**Action item:**
Here is the task for the records below: repeat exactly the lines from the one with "M 1156,285 L 1468,350 L 1373,755 L 1316,739" to the one with "M 534,624 L 538,633 L 525,636 L 522,627 Z", both included, and nothing else.

Start of Data shown

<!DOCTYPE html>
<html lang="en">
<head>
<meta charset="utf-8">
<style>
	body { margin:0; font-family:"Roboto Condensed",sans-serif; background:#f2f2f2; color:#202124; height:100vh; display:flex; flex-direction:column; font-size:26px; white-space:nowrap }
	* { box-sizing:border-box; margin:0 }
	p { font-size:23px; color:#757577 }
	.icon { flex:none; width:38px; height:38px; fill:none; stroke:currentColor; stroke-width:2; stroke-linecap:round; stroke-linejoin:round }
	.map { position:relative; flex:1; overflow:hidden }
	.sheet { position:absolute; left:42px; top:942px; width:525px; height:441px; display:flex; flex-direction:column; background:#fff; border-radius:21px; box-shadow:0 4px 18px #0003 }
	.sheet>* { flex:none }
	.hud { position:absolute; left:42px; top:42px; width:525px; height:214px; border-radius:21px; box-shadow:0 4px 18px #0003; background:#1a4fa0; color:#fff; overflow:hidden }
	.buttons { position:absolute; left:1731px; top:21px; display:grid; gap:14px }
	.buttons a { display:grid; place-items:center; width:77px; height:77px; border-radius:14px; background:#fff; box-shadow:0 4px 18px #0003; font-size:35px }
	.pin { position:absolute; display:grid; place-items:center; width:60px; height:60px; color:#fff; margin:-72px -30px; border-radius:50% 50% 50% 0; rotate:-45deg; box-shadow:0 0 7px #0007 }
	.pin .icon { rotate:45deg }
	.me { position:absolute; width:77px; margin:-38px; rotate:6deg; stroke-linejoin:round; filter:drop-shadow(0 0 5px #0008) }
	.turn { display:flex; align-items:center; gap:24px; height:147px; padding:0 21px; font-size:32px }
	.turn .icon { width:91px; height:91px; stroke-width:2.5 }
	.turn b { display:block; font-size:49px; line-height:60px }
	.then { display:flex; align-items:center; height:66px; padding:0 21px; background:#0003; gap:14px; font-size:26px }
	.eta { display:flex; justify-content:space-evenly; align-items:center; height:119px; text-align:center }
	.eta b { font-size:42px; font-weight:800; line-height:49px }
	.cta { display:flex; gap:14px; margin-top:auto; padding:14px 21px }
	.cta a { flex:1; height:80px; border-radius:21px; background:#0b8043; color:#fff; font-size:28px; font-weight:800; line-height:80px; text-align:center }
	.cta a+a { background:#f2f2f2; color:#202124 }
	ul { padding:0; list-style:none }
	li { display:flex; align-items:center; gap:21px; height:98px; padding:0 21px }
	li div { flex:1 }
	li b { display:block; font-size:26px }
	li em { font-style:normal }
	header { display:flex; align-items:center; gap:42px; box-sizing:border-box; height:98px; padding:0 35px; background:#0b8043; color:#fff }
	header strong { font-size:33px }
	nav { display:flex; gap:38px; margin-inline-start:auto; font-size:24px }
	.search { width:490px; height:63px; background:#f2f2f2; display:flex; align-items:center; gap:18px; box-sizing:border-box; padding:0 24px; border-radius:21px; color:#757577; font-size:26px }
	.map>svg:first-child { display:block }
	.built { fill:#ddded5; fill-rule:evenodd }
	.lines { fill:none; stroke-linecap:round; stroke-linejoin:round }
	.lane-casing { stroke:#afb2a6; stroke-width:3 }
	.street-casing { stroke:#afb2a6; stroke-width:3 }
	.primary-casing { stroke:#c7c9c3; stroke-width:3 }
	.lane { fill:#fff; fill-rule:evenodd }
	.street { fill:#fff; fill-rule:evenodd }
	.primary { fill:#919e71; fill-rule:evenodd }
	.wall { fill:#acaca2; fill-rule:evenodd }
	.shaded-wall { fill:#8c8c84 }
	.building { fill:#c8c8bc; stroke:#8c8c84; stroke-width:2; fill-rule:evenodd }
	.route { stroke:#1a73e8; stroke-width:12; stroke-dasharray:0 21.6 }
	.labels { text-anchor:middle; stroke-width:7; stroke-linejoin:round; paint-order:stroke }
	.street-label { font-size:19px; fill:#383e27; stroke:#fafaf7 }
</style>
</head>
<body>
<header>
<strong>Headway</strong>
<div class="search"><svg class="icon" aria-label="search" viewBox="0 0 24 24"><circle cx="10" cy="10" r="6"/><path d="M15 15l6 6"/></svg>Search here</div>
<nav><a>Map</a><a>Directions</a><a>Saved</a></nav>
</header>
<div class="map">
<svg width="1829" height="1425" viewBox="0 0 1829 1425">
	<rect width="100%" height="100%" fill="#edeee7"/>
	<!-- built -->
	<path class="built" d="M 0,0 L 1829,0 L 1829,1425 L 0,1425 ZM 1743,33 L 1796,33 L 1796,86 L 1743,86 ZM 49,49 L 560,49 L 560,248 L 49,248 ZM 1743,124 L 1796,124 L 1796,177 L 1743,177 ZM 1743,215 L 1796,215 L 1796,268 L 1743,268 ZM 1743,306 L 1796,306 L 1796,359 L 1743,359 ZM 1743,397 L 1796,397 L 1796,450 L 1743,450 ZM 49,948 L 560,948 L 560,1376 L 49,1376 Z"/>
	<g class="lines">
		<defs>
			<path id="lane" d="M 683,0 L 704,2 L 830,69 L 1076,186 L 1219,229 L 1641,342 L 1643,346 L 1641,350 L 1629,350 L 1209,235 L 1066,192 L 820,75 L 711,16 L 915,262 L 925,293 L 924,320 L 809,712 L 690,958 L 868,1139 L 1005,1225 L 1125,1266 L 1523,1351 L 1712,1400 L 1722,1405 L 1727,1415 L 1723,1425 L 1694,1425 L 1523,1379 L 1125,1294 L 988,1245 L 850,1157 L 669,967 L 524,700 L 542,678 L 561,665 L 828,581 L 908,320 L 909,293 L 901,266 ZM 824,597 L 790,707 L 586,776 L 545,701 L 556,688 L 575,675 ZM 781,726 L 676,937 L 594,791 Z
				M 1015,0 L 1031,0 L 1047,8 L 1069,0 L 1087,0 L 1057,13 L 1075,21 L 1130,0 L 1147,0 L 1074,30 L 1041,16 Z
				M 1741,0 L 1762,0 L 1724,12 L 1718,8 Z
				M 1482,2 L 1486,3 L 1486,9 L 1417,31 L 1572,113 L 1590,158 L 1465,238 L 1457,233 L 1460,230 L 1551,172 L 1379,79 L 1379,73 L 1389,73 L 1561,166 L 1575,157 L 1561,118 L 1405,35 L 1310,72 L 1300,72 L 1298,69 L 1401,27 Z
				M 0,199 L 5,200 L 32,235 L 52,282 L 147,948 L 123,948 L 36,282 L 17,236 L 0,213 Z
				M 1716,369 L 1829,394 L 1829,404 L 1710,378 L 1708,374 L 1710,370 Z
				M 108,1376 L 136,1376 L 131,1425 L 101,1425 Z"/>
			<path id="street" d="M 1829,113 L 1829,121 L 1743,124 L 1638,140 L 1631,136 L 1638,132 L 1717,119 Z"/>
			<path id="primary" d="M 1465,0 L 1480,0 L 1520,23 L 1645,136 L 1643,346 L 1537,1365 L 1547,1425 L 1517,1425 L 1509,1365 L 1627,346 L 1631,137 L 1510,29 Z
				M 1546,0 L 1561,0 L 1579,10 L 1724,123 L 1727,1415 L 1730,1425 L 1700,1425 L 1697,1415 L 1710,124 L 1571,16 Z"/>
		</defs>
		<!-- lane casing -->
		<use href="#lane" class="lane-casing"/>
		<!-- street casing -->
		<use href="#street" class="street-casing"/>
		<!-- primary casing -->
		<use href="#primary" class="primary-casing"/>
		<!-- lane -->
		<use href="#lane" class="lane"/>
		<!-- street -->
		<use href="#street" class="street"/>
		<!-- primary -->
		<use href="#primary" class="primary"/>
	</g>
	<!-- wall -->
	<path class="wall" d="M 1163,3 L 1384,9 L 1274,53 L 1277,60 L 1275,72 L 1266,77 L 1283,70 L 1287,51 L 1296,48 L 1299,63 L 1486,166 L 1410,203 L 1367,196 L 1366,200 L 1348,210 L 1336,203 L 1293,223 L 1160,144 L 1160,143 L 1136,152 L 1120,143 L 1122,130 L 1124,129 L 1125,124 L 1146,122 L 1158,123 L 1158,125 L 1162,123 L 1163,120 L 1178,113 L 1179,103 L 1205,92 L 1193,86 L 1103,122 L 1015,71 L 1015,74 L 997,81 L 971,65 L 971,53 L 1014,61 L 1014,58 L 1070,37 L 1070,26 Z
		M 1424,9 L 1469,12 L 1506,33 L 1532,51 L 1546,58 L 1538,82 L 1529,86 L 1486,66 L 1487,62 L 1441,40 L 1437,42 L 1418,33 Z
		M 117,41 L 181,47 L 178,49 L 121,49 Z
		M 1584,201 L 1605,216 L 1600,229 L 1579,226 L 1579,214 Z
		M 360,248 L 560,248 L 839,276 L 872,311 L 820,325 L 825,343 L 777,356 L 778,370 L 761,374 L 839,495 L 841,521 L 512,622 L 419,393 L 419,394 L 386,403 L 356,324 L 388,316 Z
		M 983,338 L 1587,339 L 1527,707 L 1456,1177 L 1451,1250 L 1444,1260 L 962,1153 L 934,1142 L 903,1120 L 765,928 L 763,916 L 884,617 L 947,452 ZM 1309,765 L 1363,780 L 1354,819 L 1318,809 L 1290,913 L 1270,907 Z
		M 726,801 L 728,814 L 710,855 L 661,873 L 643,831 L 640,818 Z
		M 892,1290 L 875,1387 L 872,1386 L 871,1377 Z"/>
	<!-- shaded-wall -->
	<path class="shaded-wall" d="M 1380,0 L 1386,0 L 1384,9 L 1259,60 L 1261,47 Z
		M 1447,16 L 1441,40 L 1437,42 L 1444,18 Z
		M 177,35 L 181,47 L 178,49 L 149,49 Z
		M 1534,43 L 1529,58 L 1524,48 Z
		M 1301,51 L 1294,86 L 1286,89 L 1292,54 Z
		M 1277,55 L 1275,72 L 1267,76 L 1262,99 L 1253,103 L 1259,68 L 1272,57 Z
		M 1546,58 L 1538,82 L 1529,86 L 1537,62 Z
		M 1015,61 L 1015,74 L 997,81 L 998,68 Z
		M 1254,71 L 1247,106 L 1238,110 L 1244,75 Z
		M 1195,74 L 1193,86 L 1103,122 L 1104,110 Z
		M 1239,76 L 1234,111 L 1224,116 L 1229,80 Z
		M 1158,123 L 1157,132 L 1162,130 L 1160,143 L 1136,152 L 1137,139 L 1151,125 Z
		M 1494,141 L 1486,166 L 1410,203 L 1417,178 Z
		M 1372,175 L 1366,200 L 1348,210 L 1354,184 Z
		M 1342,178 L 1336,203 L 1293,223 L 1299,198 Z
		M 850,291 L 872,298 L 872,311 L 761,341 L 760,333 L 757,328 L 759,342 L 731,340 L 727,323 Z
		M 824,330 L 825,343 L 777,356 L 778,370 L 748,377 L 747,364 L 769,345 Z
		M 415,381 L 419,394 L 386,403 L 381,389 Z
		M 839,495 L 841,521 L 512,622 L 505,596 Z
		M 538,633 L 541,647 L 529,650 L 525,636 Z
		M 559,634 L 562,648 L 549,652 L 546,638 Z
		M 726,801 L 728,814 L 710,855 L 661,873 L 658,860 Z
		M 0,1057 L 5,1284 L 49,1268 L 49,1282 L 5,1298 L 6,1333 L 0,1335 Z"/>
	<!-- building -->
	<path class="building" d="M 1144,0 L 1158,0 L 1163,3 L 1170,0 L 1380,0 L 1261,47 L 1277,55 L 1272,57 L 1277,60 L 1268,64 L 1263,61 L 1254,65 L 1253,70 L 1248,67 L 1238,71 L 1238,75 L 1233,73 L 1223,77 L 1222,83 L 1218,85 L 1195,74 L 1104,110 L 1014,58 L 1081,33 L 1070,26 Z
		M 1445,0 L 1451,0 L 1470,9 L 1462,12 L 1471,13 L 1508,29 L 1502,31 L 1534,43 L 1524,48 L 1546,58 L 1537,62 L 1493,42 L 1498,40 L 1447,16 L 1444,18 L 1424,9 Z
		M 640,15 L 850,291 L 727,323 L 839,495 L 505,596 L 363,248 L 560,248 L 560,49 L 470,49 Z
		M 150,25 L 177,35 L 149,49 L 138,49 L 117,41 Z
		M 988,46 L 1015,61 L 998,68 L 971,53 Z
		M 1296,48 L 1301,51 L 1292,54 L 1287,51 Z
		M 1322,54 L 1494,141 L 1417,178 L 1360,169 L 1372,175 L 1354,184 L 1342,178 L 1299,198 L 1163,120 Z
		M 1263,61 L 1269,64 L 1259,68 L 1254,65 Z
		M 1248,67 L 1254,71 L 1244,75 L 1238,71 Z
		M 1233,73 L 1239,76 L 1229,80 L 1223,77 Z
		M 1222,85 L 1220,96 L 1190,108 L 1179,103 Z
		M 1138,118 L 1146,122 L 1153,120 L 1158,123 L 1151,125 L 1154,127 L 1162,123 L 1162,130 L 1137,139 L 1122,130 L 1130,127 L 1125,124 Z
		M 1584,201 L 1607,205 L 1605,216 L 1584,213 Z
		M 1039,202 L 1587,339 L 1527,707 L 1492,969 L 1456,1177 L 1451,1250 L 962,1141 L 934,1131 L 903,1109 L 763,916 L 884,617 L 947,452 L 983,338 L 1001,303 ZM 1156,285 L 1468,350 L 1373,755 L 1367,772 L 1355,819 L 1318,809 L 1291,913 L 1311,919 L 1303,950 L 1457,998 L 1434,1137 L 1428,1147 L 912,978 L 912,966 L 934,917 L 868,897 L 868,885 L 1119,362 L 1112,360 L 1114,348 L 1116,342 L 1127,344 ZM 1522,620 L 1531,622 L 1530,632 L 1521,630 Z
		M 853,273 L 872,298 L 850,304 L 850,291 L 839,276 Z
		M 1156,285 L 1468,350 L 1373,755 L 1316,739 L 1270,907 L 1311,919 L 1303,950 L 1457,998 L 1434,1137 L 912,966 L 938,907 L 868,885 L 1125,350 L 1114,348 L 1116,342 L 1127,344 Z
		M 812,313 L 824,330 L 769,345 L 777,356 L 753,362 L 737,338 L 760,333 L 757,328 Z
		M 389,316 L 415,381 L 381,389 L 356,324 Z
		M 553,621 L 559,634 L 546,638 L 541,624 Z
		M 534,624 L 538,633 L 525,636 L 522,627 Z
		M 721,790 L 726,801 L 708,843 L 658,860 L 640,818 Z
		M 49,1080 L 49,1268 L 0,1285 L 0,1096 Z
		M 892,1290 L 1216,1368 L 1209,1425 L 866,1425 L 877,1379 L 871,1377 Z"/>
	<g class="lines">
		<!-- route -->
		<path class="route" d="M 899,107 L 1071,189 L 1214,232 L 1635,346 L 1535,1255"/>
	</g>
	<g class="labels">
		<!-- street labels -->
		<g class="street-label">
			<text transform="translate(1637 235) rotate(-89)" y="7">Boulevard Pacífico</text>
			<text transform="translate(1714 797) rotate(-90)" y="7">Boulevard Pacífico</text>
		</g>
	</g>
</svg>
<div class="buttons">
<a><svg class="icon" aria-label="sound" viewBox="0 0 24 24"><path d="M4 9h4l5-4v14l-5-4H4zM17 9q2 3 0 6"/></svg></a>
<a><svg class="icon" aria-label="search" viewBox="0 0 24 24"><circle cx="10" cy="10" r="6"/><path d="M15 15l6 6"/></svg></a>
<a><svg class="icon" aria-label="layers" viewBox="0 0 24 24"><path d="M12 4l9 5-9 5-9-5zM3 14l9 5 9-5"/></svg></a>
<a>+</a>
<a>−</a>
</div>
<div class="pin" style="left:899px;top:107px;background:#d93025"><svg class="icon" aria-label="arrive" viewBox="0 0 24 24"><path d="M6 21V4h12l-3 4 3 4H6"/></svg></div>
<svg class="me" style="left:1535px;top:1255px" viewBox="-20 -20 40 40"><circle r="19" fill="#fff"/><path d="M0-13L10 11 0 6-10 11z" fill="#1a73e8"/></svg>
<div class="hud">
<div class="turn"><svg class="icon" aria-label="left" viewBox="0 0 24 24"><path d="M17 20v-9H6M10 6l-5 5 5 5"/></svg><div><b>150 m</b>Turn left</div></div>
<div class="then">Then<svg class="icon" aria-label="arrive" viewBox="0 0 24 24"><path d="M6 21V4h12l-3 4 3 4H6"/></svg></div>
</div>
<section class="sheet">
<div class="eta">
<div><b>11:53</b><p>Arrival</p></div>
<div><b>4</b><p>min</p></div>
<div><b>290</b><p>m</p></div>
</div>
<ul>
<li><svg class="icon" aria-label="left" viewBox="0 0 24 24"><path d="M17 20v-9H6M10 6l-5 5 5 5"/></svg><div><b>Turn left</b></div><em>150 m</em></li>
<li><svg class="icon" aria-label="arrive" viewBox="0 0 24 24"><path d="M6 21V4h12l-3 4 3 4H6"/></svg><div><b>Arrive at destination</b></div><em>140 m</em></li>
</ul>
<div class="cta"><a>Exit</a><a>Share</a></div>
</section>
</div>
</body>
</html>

End of Data shown

**Written solution:**
		M 1156,285 L 1468,350 L 1373,755 L 1316,739 L 1270,907 L 1311,919 L 1303,950 L 1457,998 L 1434,1137 L 912,966 L 938,907 L 868,885 L 1125,350 L 1114,348 L 1116,342 L 1127,344 Z
		M 812,313 L 824,330 L 769,345 L 777,356 L 753,362 L 737,338 L 760,333 L 757,328 Z
		M 389,316 L 415,381 L 381,389 L 356,324 Z
		M 553,621 L 559,634 L 546,638 L 541,624 Z
		M 534,624 L 538,633 L 525,636 L 522,627 Z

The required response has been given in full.